ETF Mulai Masuk Lagi, Tapi Sentimen Masih Campur Aduk
Menariknya, di tengah tekanan pasar, ETF Bitcoin di Amerika Serikat mencatat arus masuk US$75 juta setelah lima hari berturut-turut mengalami koreksi. BlackRock IBIT menjadi penyumbang terbesar.
Namun menurut Fyqieh, investor institusional belum benar-benar agresif.
“Arus masuk ini menandakan minat tetap ada, tapi volumenya belum cukup menjadi katalis besar. Banyak institusi masih menunggu stabilitas makro sebelum menambah posisi,” ujarnya.
Ia menambahkan area “max pain” Bitcoin berada antara US$84.000 hingga US$73.000, area harga rata-rata pembelian dua pemain besar: BlackRock dan MicroStrategy. Jika harga menurun ke rentang ini, pasar bisa memasuki fase kapitulasi terakhir.
Sentimen pasar juga dibebani ketidakpastian arah kebijakan The Fed pada Desember. Turunnya ekspektasi pemotongan suku bunga membuat risiko pengencangan likuiditas meningkat, kondisi yang biasanya kurang ramah bagi Bitcoin.
Namun ada titik cerah. Cadangan stablecoin di bursa mencapai rekor US$72 miliar, mengindikasikan banyak “peluru” menunggu untuk masuk kembali ketika pasar menemukan titik stabil.
Apakah Siklus Bull Sudah Selesai?
Laporan CryptoQuant menunjukkan indeks Bull Score Bitcoin berada di level rendah 20/100, dan harga kini sudah menembus di bawah MA 365 hari, sinyal yang biasanya muncul dalam fase bearish kuat.
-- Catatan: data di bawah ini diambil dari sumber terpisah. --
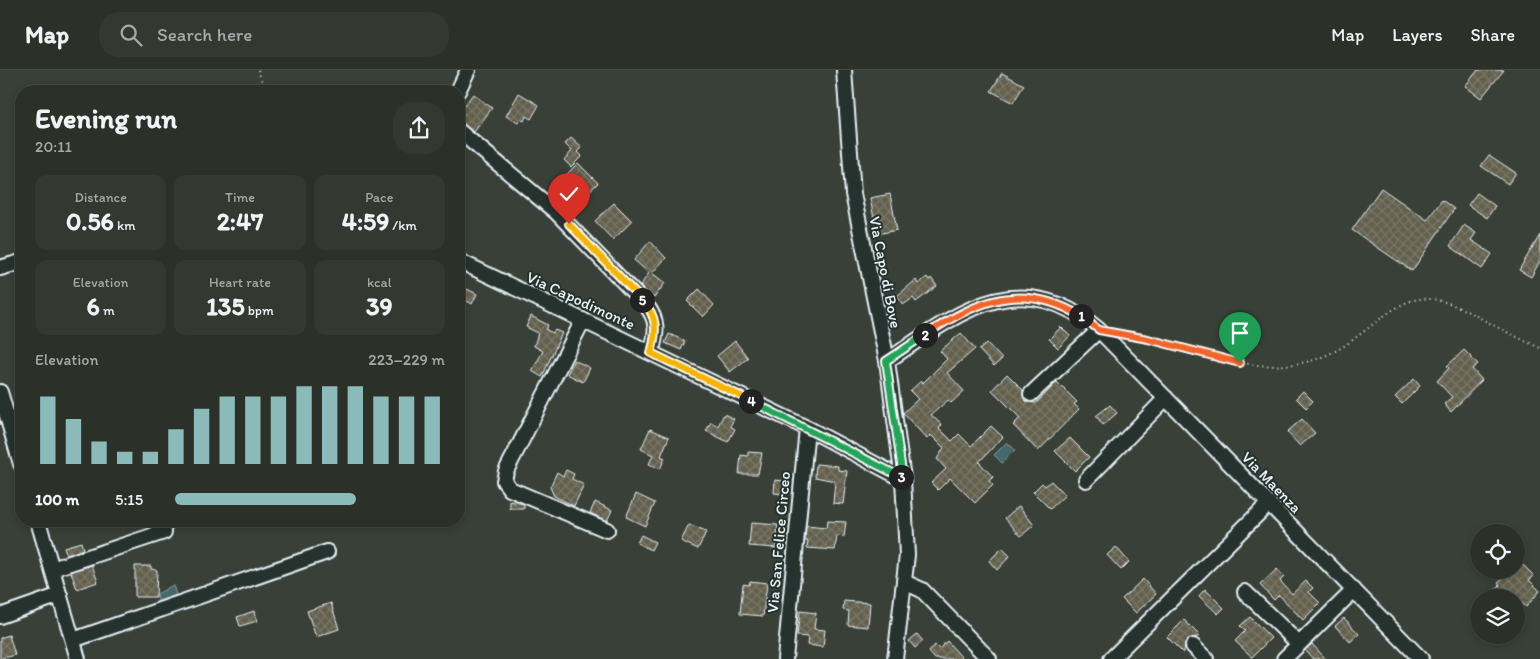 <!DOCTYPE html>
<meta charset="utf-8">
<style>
:root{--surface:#2b3029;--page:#333831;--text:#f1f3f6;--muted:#a6a9a8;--line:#474b46;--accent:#8bbbb9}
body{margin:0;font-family:Itim,sans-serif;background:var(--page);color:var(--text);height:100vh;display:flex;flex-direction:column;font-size:19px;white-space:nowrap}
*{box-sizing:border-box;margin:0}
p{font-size:16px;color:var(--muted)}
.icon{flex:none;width:28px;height:28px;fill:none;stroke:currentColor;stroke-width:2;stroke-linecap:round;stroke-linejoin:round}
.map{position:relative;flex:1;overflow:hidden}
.panel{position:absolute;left:15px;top:15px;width:450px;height:442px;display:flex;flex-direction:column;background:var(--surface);border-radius:20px;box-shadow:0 2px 8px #0003,0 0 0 1px var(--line)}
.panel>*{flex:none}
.fabs{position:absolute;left:1470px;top:454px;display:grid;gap:10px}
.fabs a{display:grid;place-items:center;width:55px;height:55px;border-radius:50%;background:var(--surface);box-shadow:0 2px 8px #0003,0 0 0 1px var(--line);font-size:25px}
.pin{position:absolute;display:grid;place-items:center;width:42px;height:42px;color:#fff;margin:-51px -21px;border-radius:50% 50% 50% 0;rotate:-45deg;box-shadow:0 0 5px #0007}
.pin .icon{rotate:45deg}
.km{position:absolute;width:25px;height:25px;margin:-12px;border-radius:50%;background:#222;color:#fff;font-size:14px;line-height:25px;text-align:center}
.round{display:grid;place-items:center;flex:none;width:52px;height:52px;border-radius:20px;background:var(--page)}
.overview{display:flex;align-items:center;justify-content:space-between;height:85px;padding:0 20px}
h1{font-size:28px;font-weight:700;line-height:38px}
.figures{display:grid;grid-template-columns:repeat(3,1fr);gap:8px;height:85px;padding:5px 20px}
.figures div{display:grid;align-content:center;border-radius:12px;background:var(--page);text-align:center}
.figures b{font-size:25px;font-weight:700}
.figures small{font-size:14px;font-weight:400}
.figures p{font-size:14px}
.chart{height:140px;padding:10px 20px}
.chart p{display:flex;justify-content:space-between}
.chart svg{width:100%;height:90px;margin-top:5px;stroke:var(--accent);stroke-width:6}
ul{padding:0 20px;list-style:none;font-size:16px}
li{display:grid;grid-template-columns:80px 60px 1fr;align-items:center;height:38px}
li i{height:12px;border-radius:6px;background:var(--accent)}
header{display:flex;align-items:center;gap:30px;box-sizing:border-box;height:70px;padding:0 25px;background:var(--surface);border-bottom:1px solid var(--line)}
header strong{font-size:24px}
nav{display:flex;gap:28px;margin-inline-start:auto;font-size:18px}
.search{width:350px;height:45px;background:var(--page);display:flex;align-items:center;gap:12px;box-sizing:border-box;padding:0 18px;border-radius:20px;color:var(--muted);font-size:19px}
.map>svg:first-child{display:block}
.water{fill:#44676b;stroke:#869ea3}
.building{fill:url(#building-cross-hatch);stroke:#e8f1f8}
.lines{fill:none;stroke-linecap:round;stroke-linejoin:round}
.minor-casing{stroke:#e8f1f8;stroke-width:18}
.path{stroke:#e8f1f8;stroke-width:2;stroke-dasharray:1 4;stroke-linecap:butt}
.minor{stroke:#26332d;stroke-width:14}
.split-1-casing{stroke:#fff;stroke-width:10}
.split-2-casing{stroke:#fff;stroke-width:10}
.split-3-casing{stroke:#fff;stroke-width:10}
.split-4-casing{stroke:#fff;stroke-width:10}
.split-5-casing{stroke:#fff;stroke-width:10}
.split-6-casing{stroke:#fff;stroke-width:10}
.split-1{stroke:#f0652b;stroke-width:6}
.split-2{stroke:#f0652b;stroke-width:6}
.split-3{stroke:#22a559;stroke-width:6}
.split-4{stroke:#22a559;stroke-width:6}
.split-5{stroke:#f5b400;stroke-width:6}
.split-6{stroke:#f5b400;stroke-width:6}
.labels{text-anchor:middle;stroke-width:4;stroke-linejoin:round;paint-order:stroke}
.street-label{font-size:16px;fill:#e8f1f8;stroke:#26332d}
</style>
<header>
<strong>Map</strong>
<div class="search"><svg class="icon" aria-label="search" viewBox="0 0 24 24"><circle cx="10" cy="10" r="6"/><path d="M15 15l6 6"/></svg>Search here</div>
<nav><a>Map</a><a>Layers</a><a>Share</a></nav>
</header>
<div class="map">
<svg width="1540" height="589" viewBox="0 0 1540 589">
<defs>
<pattern id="building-cross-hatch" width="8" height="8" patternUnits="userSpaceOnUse" patternTransform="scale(1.25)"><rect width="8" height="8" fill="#64604e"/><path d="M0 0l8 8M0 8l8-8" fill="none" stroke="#7a7768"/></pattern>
</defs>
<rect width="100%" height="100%" fill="#394037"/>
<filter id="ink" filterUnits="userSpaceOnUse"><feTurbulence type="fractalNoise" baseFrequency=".02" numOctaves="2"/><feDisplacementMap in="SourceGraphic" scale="10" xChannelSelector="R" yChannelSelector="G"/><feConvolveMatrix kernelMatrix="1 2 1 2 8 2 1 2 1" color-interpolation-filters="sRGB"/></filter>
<g filter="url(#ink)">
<path class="water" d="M1007,372L1015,380L1002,393L994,385Z
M173,515L176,525L158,531L157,524Z"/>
<path class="building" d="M1478,0H1504L1481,28L1465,16Z
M1002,3L1024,15L1013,33L991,21Z
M519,23L539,35L531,49L526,46L524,51L520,49L518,53L506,46Z
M473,24L492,38L474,62L459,52L464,44L460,41Z
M571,68L582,78L578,82L582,86L571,97L564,90L572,81L565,74Z
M1489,85L1516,103L1508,114L1481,96Z
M578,93L598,113L579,131L560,111Z
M1381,118L1427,150L1442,130L1454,139L1412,201L1352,160Z
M1477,123L1495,136L1487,148L1468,135Z
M890,124L897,160L877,164L870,128Z
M614,133L632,151L613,170L595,151Z
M1464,155L1476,163L1471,170L1492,184L1482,199L1450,176Z
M1540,165V191L1531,207L1519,200Z
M650,171L666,188L652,203L665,213L654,228L640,216L649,203L634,190Z
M927,207L929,210L931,208L937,216L916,232L913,228L903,235L897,226L916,210L918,214Z
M467,219L477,224L472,234L462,228Z
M699,219L714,235L703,247L687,231Z
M531,246L548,255L546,260L553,263L555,260L562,263L542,307L532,301L543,281L534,276L538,263L526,257Z
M1061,257L1070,266L1058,278L1049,269Z
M961,263L975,279L947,303L964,321L951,333L948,330L931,345L942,355L939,358L952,371L959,364L971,376L991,356L1003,367L979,392L993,407L989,411L993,415L975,433L950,408L938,420L931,413L946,399L937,389L944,378L931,365L927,369L903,343L918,329L910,321L921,311L923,313L947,289L940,281Z
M669,264L685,271L681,280L665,273Z
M735,271L748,288L730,302L717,286Z
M987,273L1002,289L994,296L979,280Z
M1464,280L1478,294L1472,299L1482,310L1451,342L1444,334L1452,327L1437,311L1449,298L1447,296Z
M574,290L590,298L583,312L567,304Z
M1007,304L1023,320V326L1028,332L1036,333L1057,312L1077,332L1074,334L1079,339L1038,381L1013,355L1020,348L992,320Z
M1414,309L1420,316L1402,334L1395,327Z
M1303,321L1313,331L1306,338L1296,328Z
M1110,335L1117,343L1103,355L1096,346Z
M724,344L734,349L730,356L735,359L728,372L706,361L711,352L718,356Z
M1302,349L1315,363L1300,376L1287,362Z
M650,359L669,367L661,386L665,388L660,399L649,394L653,385L641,379Z
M1070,368L1089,387L1075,401L1055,381Z
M748,382L762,383L758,404H739L741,385L748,386Z
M816,394L838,396V400L847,401L843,434L833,433L835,411L815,407Z
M566,400L574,404L572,409L584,415L574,436L554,426L550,417L557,402L563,406Z
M775,410L785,411L784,424L774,423Z
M1051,411L1065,425L1050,439L1033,422L1042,413L1045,416Z
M636,424L655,433L645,456L626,447Z
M510,431L524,434V439H510Z
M595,432L612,440L607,451L590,443Z
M1019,436L1034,455L1021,466L1005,448Z
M827,451L846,452L844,467L837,466L835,480L807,478L808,471H805L806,456L826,458Z
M751,453L778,455L776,478L749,476Z
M689,455L706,462L698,479L681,471Z
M641,465L655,472L651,480L637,473Z
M81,472L83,479L67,485L64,477Z
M1116,477L1129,492L1121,500L1107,485Z
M1002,478L1010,486L997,500L989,491Z
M1522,494L1534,506L1529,510L1540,521L1526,537L1516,528H1488L1500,515L1498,512Z
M92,495L98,512L77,519L71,502Z
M135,496H151V499L157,500L156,527H135Z
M1277,499L1284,507L1280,511L1292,524L1306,511L1313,518L1309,522L1320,533L1303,550L1279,525L1274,530L1260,515Z
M1143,509L1156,524L1136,543L1122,529Z
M750,511L767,513L763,546L740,544L743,514L749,515Z
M1205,519L1224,538L1218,544L1199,526Z
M844,531L870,533L868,557L848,555L849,541L843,540Z
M331,533L339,559L316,567L307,541Z
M254,541L257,551L240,556L237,547Z
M800,541L816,543L814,559L825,560L823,577L807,575L808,567L797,566Z
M1250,547L1271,568L1252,587L1235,571L1245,561L1240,556Z
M1344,548L1359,564L1350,572L1335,556Z
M1184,550L1200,566L1187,570L1183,583L1167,567Z
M917,564L923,571L915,578L909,571Z
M9,565L15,585L0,589V568Z
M947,571L963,589H935L929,582L935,575L939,579Z
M1312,574L1326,589H1313L1305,580Z"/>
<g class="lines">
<defs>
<path id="minor" d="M844,0L853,124L887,291L903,409L907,485L895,589
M458,21L468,0
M459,61L556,142L645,234C659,250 657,263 651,283
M459,191L807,358L903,409
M0,198L21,192
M583,250L506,401L504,411L510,419L607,460
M887,291C956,244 1019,192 1099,260L1421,589
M0,322L21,394
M1031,324L1099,260
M1086,410L1166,328
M38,451L78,589
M52,499L164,462
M904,512L922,520L989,589
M1245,522L1299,574
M0,546L60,525
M73,570L327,482
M1193,576L1206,589
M785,589L807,358
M1111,589L1269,433
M1284,589L1354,520"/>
</defs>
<use href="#minor" class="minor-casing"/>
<path class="path" d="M258,0L265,21
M1121,264C1186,276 1261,314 1327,285C1355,273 1376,248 1403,234C1432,220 1458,237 1484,250C1502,260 1521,269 1540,278"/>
<use href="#minor" class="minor"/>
</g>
</g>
<g class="lines" filter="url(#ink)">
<defs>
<path id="split-1" d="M1081,246L1099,260L1148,269L1240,293"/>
<path id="split-2" d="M925,265C978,230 1022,211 1081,246"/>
<path id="split-3" d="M901,407L903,408L886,291L925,265"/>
<path id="split-4" d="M751,331L901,407"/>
<path id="split-5" d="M642,230C658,247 657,261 651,283L751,331"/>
<path id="split-6" d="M569,154L642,230"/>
</defs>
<use href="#split-1" class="split-1-casing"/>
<use href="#split-2" class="split-2-casing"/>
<use href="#split-3" class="split-3-casing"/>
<use href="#split-4" class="split-4-casing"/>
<use href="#split-5" class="split-5-casing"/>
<use href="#split-6" class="split-6-casing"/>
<use href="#split-1" class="split-1"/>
<use href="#split-2" class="split-2"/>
<use href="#split-3" class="split-3"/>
<use href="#split-4" class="split-4"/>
<use href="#split-5" class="split-5"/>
<use href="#split-6" class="split-6"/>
</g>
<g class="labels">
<g class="street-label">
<text transform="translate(886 202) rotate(79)" y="6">Via Capo di Bove</text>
<text transform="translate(581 230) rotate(25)" y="6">Via Capodimonte</text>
<text transform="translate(1272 412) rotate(46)" y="6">Via Maenza</text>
<text transform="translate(778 472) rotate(-85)" y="6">Via San Felice Circeo</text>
</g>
</g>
</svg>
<div class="fabs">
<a><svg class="icon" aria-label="locate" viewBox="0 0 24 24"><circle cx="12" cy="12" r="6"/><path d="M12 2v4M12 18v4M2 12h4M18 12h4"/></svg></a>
<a><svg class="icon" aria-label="layers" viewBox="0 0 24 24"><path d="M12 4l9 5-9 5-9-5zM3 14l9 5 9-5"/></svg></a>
</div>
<div class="pin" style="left:1240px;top:293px;background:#1e9e55"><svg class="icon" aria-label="arrive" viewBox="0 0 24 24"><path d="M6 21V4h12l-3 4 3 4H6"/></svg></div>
<div class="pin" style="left:569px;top:154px;background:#d93025"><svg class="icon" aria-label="check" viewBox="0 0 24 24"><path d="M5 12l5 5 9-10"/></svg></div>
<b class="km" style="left:1081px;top:246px">1</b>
<b class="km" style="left:925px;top:265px">2</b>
<b class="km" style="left:901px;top:407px">3</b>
<b class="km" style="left:751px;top:331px">4</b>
<b class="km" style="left:642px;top:230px">5</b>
<section class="panel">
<div class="overview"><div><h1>Evening run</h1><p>20:11</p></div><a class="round"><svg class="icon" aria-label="share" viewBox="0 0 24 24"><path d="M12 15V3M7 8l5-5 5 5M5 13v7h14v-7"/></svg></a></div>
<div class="figures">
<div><p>Distance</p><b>0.56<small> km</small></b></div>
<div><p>Time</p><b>2:47</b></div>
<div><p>Pace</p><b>4:59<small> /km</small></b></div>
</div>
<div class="figures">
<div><p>Elevation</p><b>6<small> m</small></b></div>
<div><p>Heart rate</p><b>135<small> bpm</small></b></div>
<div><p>kcal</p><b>39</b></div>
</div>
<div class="chart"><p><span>Elevation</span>223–229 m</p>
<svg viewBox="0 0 160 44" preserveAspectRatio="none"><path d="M5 44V11M15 44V22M25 44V33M35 44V38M45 44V38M55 44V27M65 44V17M75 44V11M85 44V11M95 44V11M105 44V6M115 44V6M125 44V6M135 44V11M145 44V11M155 44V11"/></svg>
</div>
<ul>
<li><b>100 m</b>5:15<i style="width:67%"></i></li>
</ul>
</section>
</div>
Fyqieh menilai hal ini tidak serta-merta menandai berakhirnya siklus bullish.
“Penurunan 25–30% itu normal bahkan di market bullish. Bitcoin punya sejarah rebound kuat meskipun kondisi sedang berat. Level US$84.000–US$90.000 akan menjadi area penting untuk pantau potensi pembalikan,” katanya.
Sentimen trader ritel juga mulai ekstrem. Data Santiment menunjukkan mayoritas pelaku pasar justru memprediksi Bitcoin akan jatuh ke bawah US$70.000, yang secara historis sering menjadi indikator bahwa pasar bersiap bergerak berlawanan.
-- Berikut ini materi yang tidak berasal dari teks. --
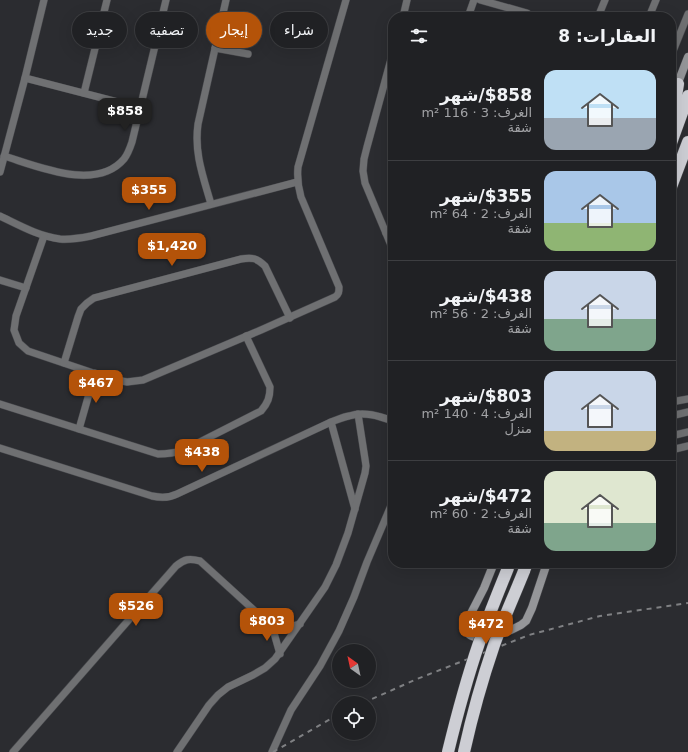 <!DOCTYPE html>
<html lang="ar">
<meta charset="utf-8">
<style>
:root{--surface:#202124;--page:#28292c;--text:#f1f3f6;--muted:#a2a3a6;--line:#3d3e41;--accent:#b45309}
body{margin:0;font-family:"DejaVu Sans",Vazirmatn,sans-serif;background:var(--page);color:var(--text);direction:rtl;height:100vh;display:flex;flex-direction:column;font-size:15px;white-space:nowrap}
*{box-sizing:border-box;margin:0}
p{font-size:13px;color:var(--muted)}
.icon{flex:none;width:22px;height:22px;fill:none;stroke:currentColor;stroke-width:2;stroke-linecap:round;stroke-linejoin:round}
.map{position:relative;flex:1;overflow:hidden;direction:ltr}
.panel{position:absolute;left:388px;top:12px;width:288px;height:556px;display:flex;flex-direction:column;background:var(--surface);border-radius:16px;box-shadow:0 4px 16px #0002,0 0 0 1px var(--line);direction:rtl}
.panel>*{flex:none}
.hud{position:absolute;left:12px;top:12px;width:316px;height:36px;direction:rtl;display:flex;gap:8px}
.needle{width:26px;rotate:327deg}
.controls{position:absolute;left:332px;top:644px;display:grid;gap:8px}
.controls a{display:grid;place-items:center;width:44px;height:44px;border-radius:50%;background:var(--surface);box-shadow:0 4px 16px #0002,0 0 0 1px var(--line);font-size:20px}
.price{position:absolute;translate:-50% -34px;padding:0 9px;border-radius:8px;background:var(--accent);color:#fff;font-size:13px;line-height:26px;filter:drop-shadow(0 1px 2px #0008)}
.price::after{content:'';position:absolute;left:50%;top:24px;width:12px;height:9px;margin-left:-6px;background:inherit;clip-path:polygon(0 0,100% 0,50% 100%)}
.price.on{background:#222;color:#fff}
ul{padding:0;list-style:none}
li{display:flex;align-items:center;gap:12px;height:100px;padding:0 20px}
li+li{border-top:1px solid var(--line)}
li span{display:grid;place-items:center;flex:none;width:112px;height:80px;border-radius:12px;color:#555}
li>.icon{margin-inline-start:auto}
span .icon{width:48px;height:48px;fill:#fffc;stroke-width:1}
li b{font-size:17px}
h2{display:flex;justify-content:space-between;align-items:center;height:48px;padding:0 20px;font-size:17px}
.pill{padding:0 14px;border-radius:18px;background:var(--surface);box-shadow:0 4px 16px #0002,0 0 0 1px var(--line);font-size:14px;line-height:36px}
.pill.on{background:var(--accent);color:#fff}
.map>svg:first-child{display:block}
</style>
<div class="map">
<svg width="688" height="752" viewBox="0 0 688 752">
<rect width="100%" height="100%" fill="#2b2c30"/>
<g fill="none" stroke-linecap="round" stroke-linejoin="round">
<defs>
<g id="street">
<path d="M480 0 527 13"/>
<path d="M403 17 407 0"/>
<path d="M468 17 474 0"/>
<path d="M598 17 605 0"/>
<path d="M649 17 656 0"/>
<path d="M215 48 248 54"/>
<path d="M393 52 367 147 364 159 363 171 365 183 393 250"/>
<path d="M671 56 688 14"/>
<path d="M25 78 141 108"/>
<path d="M84 93 107 0"/>
<path d="M4 156C37 166 96 192 124 159 128 154 130 148 132 142L166 0"/>
<path d="M0 172 25 78 44 0"/>
<path d="M211 204C203 176 194 153 198 124L226 0"/>
<path d="M0 216C19 225 38 236 60 239 70 240 81 238 91 236L297 182"/>
<path d="M386 233 393 223"/>
<path d="M44 236 16 316 14 330 19 343 28 351 111 379 127 382 143 380 261 330 335 297C339 294 339 292 339 287L301 197C298 187 297 178 298 167L346 0"/>
<path d="M0 280 26 288"/>
<path d="M64 363 78 317 81 309 87 303 94 298 241 259C252 257 257 258 265 266L290 318"/>
<path d="M671 402 688 399"/>
<path d="M0 404 158 454C167 454 175 453 184 450L261 411C268 403 270 397 270 387L246 336"/>
<path d="M671 416 688 412"/>
<path d="M331 422 355 509"/>
<path d="M79 429 95 373"/>
<path d="M671 436 688 432"/>
<path d="M0 448 152 496C161 498 169 498 177 494L331 422C337 420 343 417 349 416 364 411 379 416 393 421"/>
<path d="M671 450 688 446"/>
<path d="M268 623C279 628 288 628 300 624"/>
<path d="M13 752 176 566C185 559 189 558 200 561L268 623 274 633 280 654"/>
<path d="M177 752 209 705 218 695 228 687 253 675 265 668 275 659 325 587 336 565 348 533 365 473 366 466 365 459 358 414"/>
<path d="M272 752 291 710 320 666 339 631 354 597 367 562 393 501"/>
</g>
<g id="secondary">
<path d="M676 88 688 57"/>
<path d="M494 563 484 588 466 623C465 631 467 635 475 637L511 630 521 625 526 621 532 608 547 563"/>
</g>
<g id="highway">
<path d="M671 127 678 84"/>
<path d="M671 143 688 96"/>
<path d="M671 187 688 142"/>
<path d="M524 571 527 563"/>
</g>
</defs>
<use href="#street" stroke="#47484c" stroke-width="8"/>
<use href="#secondary" stroke="#47484c" stroke-width="9"/>
<use href="#highway" stroke="#47484c" stroke-width="13"/>
<use href="#street" stroke="#6f7072" stroke-width="7"/>
<use href="#secondary" stroke="#959699" stroke-width="8"/>
<use href="#highway" stroke="#cdced4" stroke-width="12"/>
<g stroke="#7f8083" stroke-width="2" stroke-dasharray="5 5" stroke-linecap="butt">
<path d="M363 703 417 679 529 635 600 616 688 603"/>
<path d="M273 752 339 714"/>
</g>
<defs>
<g id="highway-bridge">
<path d="M448 752C457 715 467 678 479 643 488 617 498 593 508 568"/>
<path d="M464 752C472 716 482 680 494 645 503 620 514 596 524 571"/>
</g>
</defs>
<use href="#highway-bridge" stroke="#47484c" stroke-width="13" stroke-linecap="butt"/>
<use href="#highway-bridge" stroke="#cdced4" stroke-width="12"/>
</g>
</svg>
<div class="controls">
<a><svg class="needle" viewBox="-14 -14 28 28"><path d="M0-13l5 13h-10z" fill="#e53935"/><path d="M0 13l5-13h-10z" fill="#a2a3a6"/></svg></a>
<a><svg class="icon" aria-label="locate" viewBox="0 0 24 24"><circle cx="12" cy="12" r="6"/><path d="M12 2v4M12 18v4M2 12h4M18 12h4"/></svg></a>
</div>
<b class="price on" style="left:125px;top:132px">$858</b>
<b class="price" style="left:149px;top:211px">$355</b>
<b class="price" style="left:172px;top:267px">$1,420</b>
<b class="price" style="left:96px;top:404px">$467</b>
<b class="price" style="left:202px;top:473px">$438</b>
<b class="price" style="left:136px;top:627px">$526</b>
<b class="price" style="left:267px;top:642px">$803</b>
<b class="price" style="left:486px;top:645px">$472</b>
<div class="hud">
<a class="pill">شراء</a>
<a class="pill on">إيجار</a>
<a class="pill">تصفية</a>
<a class="pill">جديد</a>
</div>
<section class="panel">
<h2>العقارات: 8<svg class="icon" aria-label="filters" viewBox="0 0 24 24"><path d="M4 7h16M4 17h16"/><circle cx="9" cy="7" r="2"/><circle cx="15" cy="17" r="2"/></svg></h2>
<ul>
<li><span style="background:linear-gradient(#bfe0f5 60%,#9aa5b1 0)"><svg class="icon" aria-label="home" viewBox="0 0 24 24"><path d="M3 11l9-7 9 7M6 9v11h12V9"/></svg></span><div><b>$858/شهر</b><p>الغرف: 3 · 116 m²</p><p>شقة</p></div></li>
<li><span style="background:linear-gradient(#a9c7e8 65%,#8fb573 0)"><svg class="icon" aria-label="home" viewBox="0 0 24 24"><path d="M3 11l9-7 9 7M6 9v11h12V9"/></svg></span><div><b>$355/شهر</b><p>الغرف: 2 · 64 m²</p><p>شقة</p></div></li>
<li><span style="background:linear-gradient(#c9d6e8 60%,#7fa58c 0)"><svg class="icon" aria-label="home" viewBox="0 0 24 24"><path d="M3 11l9-7 9 7M6 9v11h12V9"/></svg></span><div><b>$438/شهر</b><p>الغرف: 2 · 56 m²</p><p>شقة</p></div></li>
<li><span style="background:linear-gradient(#c9d6e8 75%,#c2b280 0)"><svg class="icon" aria-label="home" viewBox="0 0 24 24"><path d="M3 11l9-7 9 7M6 9v11h12V9"/></svg></span><div><b>$803/شهر</b><p>الغرف: 4 · 140 m²</p><p>منزل</p></div></li>
<li><span style="background:linear-gradient(#dfe7d0 65%,#7fa58c 0)"><svg class="icon" aria-label="home" viewBox="0 0 24 24"><path d="M3 11l9-7 9 7M6 9v11h12V9"/></svg></span><div><b>$472/شهر</b><p>الغرف: 2 · 60 m²</p><p>شقة</p></div></li>
</ul>
</section>
</div>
Indeks Fear and Greed turun ke level ekstrem 15/100 kondisi yang beberapa kali dalam sejarah diikuti pemulihan besar beberapa bulan setelahnya.
Benturan antara panic selling, isu komputasi kuantum, aksi jual whale, hingga dinamika ETF menciptakan badai volatilitas yang belum menunjukkan tanda mereda. Beberapa hari ke depan akan menjadi penentu: apakah arus institusional cukup kuat menahan tekanan, atau pasar masih mencari titik dasar baru.
“Volatilitas seperti ini adalah karakter Bitcoin. Investor jangka panjang fokus pada struktur besar, bukan gejolak harian. Yang penting adalah manajemen risiko, bukan mengejar harga.”